Go through the listing below and count each line with the word "street" in it; return only the count.

====

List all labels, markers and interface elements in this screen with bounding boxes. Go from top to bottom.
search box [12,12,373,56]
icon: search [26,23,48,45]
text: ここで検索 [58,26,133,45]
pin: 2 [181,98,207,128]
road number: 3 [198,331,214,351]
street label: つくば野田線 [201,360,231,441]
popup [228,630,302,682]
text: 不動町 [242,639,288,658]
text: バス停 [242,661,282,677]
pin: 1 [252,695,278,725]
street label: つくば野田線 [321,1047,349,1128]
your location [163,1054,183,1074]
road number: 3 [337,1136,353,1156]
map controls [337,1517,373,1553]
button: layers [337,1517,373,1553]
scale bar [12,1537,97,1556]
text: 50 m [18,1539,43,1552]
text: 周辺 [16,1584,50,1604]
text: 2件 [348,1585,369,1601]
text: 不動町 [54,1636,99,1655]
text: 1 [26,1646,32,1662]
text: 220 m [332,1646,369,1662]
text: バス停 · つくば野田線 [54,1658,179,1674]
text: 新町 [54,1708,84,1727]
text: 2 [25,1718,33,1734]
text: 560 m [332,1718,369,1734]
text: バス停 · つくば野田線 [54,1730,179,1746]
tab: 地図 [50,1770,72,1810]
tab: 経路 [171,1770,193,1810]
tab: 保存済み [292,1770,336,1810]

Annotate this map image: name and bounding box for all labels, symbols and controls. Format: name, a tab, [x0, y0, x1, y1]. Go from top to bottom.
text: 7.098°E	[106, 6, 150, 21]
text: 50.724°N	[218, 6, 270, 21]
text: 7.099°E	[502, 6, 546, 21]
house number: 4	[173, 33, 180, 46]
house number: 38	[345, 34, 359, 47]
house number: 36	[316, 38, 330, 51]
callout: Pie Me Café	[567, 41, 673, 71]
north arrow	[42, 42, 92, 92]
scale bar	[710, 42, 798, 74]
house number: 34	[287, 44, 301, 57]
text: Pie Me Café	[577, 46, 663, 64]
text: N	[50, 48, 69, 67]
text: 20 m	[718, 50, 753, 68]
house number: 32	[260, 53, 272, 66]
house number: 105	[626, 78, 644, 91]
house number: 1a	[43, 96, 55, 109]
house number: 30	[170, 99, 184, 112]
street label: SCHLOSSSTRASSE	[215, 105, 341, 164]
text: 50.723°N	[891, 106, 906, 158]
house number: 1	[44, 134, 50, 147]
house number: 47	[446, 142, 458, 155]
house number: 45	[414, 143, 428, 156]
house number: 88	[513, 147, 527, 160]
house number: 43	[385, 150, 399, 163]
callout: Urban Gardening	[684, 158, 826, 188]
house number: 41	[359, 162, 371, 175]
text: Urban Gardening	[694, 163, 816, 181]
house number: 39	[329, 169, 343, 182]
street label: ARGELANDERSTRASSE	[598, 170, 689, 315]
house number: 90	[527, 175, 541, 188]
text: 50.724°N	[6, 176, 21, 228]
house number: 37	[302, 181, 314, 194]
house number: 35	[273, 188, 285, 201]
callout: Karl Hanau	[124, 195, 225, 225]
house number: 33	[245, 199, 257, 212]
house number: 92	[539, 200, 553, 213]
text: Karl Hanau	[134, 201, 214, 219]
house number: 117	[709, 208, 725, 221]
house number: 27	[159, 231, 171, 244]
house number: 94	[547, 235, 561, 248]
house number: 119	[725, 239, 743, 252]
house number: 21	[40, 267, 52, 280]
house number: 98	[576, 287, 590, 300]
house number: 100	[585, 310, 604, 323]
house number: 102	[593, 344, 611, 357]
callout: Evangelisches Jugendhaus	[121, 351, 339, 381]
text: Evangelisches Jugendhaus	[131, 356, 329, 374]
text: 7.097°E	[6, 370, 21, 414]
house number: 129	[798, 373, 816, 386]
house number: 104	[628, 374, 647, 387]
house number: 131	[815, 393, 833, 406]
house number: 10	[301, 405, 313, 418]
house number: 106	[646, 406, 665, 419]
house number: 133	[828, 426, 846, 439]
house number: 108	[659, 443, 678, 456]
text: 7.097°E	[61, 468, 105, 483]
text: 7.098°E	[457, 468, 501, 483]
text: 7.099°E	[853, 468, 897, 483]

====

### OUTPUT OF THE EXERCISE
4